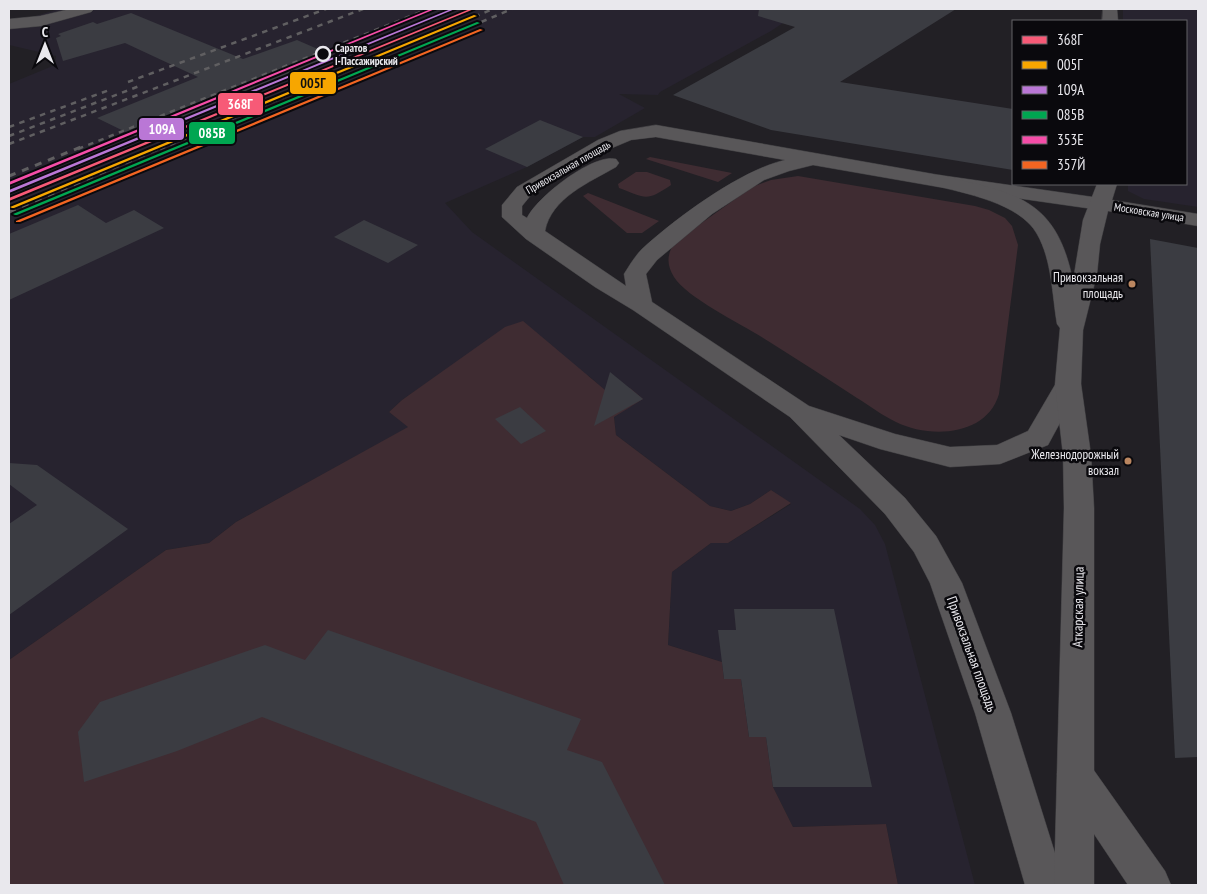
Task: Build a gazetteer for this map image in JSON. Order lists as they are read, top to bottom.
{
  "streets": {
    "street": ["Привокзальная площадь", "Московская улица", "Аткарская улица"]
  },
  "crossings": [
    ["Привокзальная площадь", "Московская улица"],
    ["Привокзальная площадь", "Аткарская улица"],
    ["Московская улица", "Аткарская улица"]
  ],
  "places": ["Саратов I-Пассажирский", "Привокзальная площадь", "Железнодорожный вокзал"],
  "lines": [
    "transit line 368Г",
    "transit line 109А",
    "transit line 353Е",
    "transit line 005Г",
    "transit line 085В",
    "transit line 357Й"
  ],
  "legend": [
    "368Г",
    "005Г",
    "109А",
    "085В",
    "353Е",
    "357Й"
  ],
  "north": "top"
}
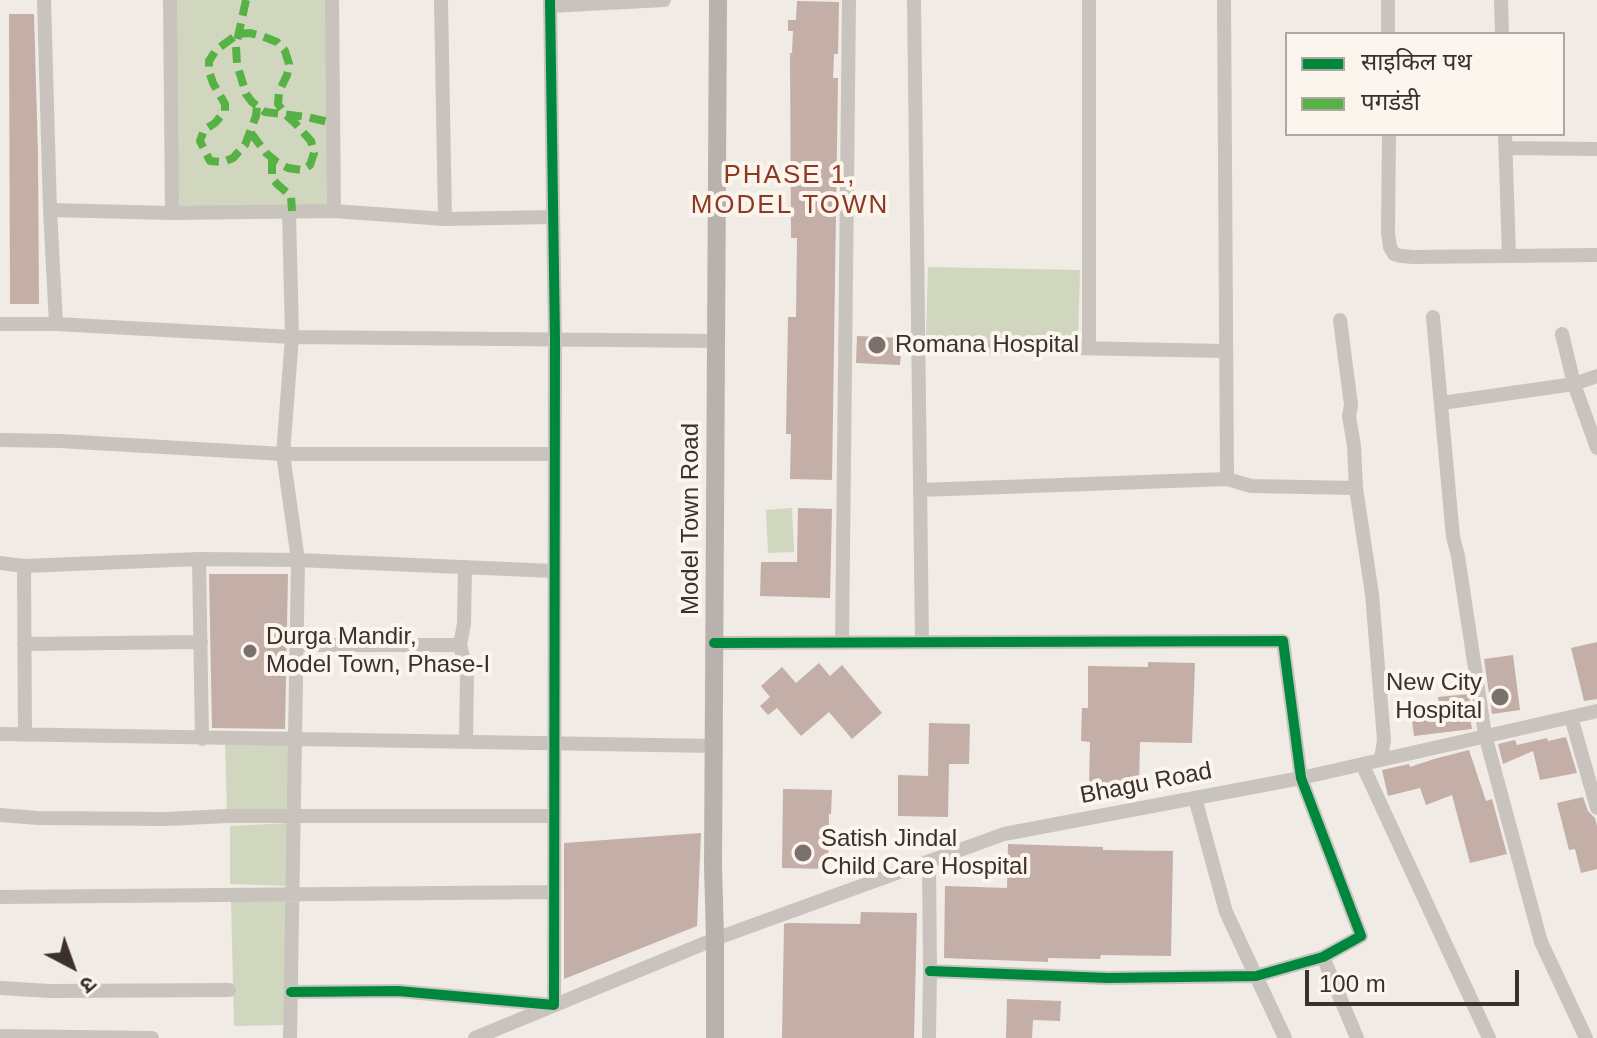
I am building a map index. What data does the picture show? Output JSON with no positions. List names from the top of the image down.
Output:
{
  "streets": {
    "main road": ["Model Town Road"],
    "street": ["Bhagu Road"]
  },
  "crossings": [
    ["Model Town Road", "Bhagu Road"]
  ],
  "districts": ["PHASE 1, MODEL TOWN"],
  "places": [
    "Romana Hospital",
    "Durga Mandir, Model Town, Phase-I",
    "New City Hospital",
    "Satish Jindal Child Care Hospital"
  ],
  "legend": ["साइकिल पथ", "पगडंडी"],
  "scale_bar": "100 m",
  "north": "bottom right"
}
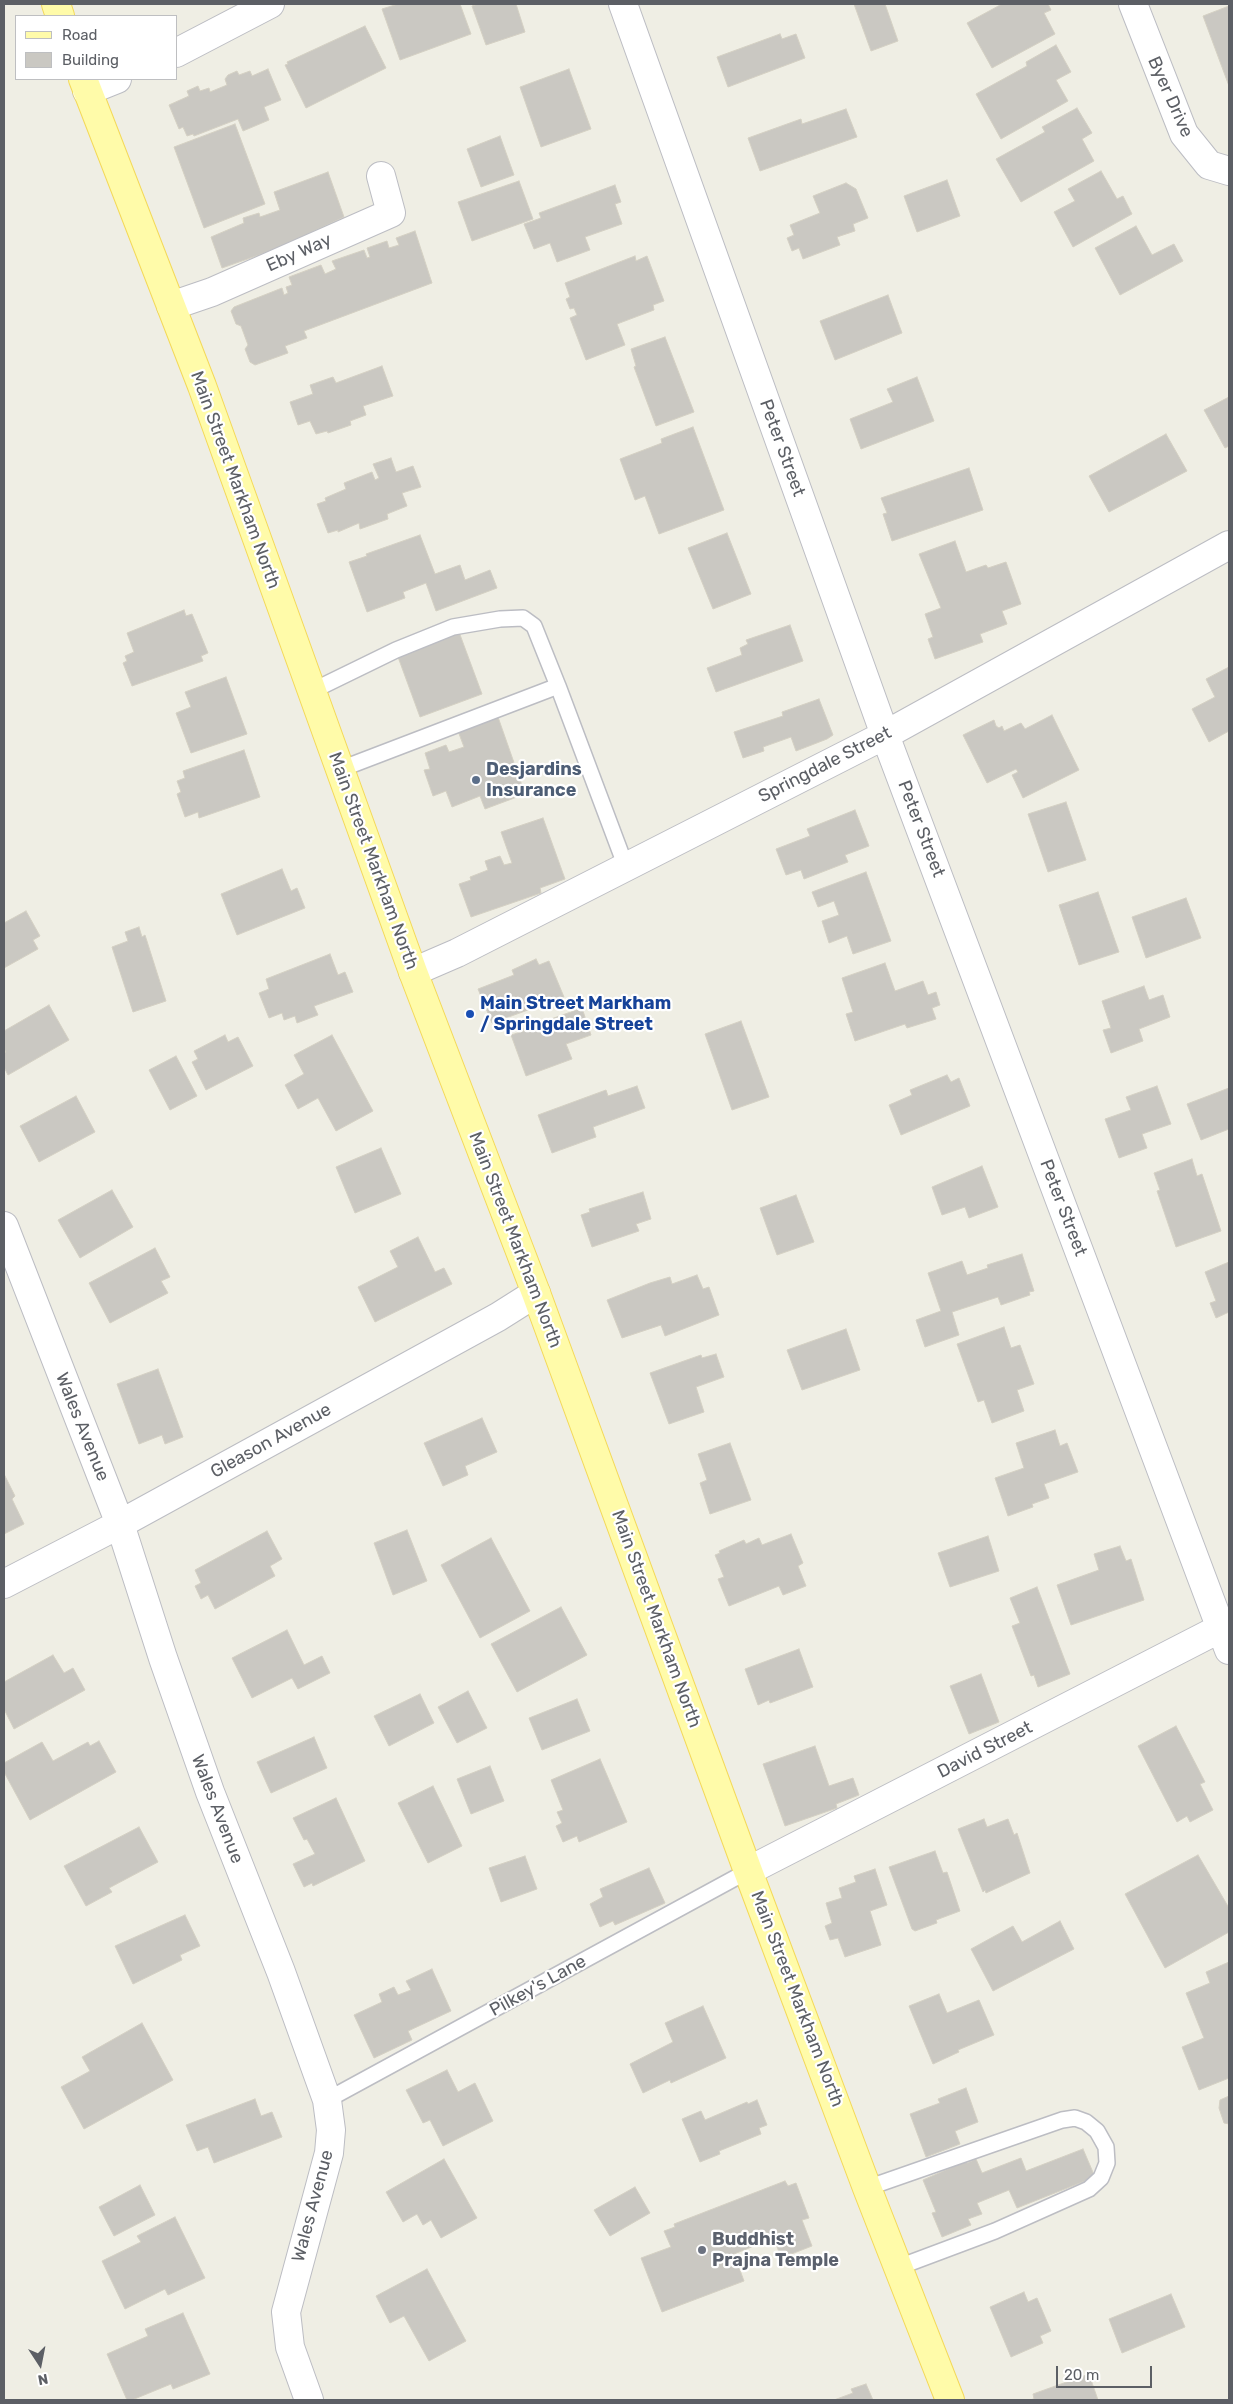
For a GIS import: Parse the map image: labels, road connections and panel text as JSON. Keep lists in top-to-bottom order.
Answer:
{
  "streets": {
    "main road": ["Main Street Markham North"],
    "street": [
      "Byer Drive",
      "Eby Way",
      "Peter Street",
      "Springdale Street",
      "Wales Avenue",
      "Gleason Avenue",
      "David Street"
    ],
    "lane": ["Pilkey's Lane"]
  },
  "crossings": [
    ["Eby Way", "Main Street Markham North"],
    ["Peter Street", "Springdale Street"],
    ["Peter Street", "David Street"],
    ["Main Street Markham North", "Springdale Street"],
    ["Main Street Markham North", "Gleason Avenue"],
    ["Main Street Markham North", "David Street"],
    ["Main Street Markham North", "Pilkey's Lane"],
    ["Wales Avenue", "Gleason Avenue"],
    ["Wales Avenue", "Pilkey's Lane"],
    ["David Street", "Pilkey's Lane"]
  ],
  "places": ["Desjardins Insurance", "Main Street Markham / Springdale Street", "Buddhist Prajna Temple"],
  "legend": ["Road", "Building"],
  "scale_bar": "20 m",
  "north": "bottom"
}
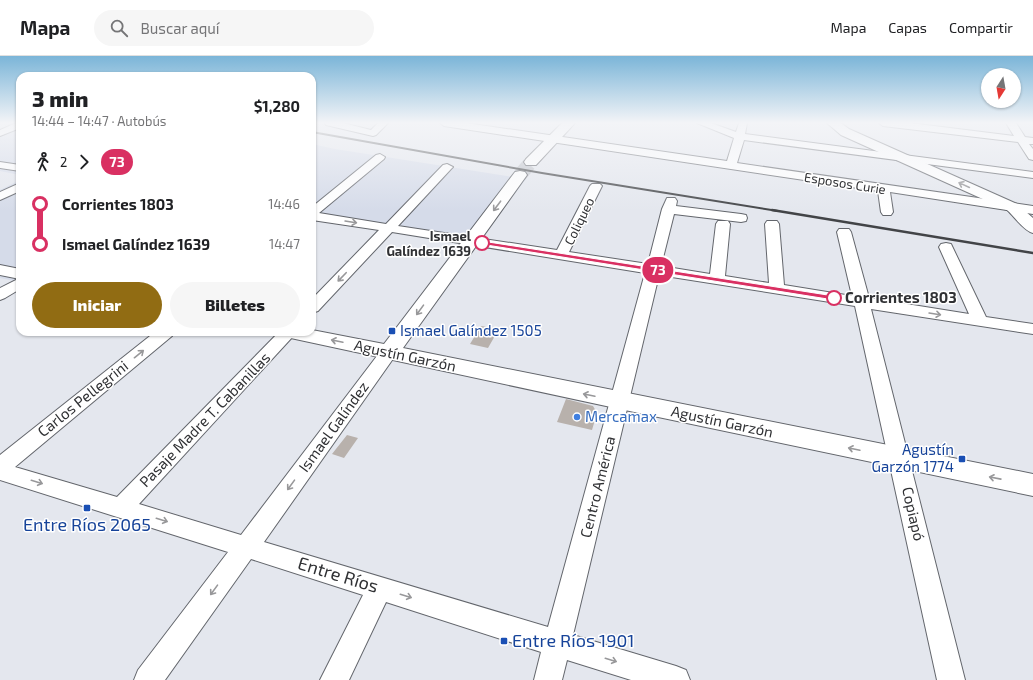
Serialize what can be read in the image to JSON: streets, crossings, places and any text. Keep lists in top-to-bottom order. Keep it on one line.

+ + + + + + +

What this task involves: Copy every line from the data that includes the string "Keep".

Solution:
For a GIS import: Parse the map image: labels, road connections and panel text as JSON. Keep lists in top-to-bottom order.
Serialize what can be read in the image to JSON: streets, crossings, places and any text. Keep lists in top-to-bottom order. Keep it on one line.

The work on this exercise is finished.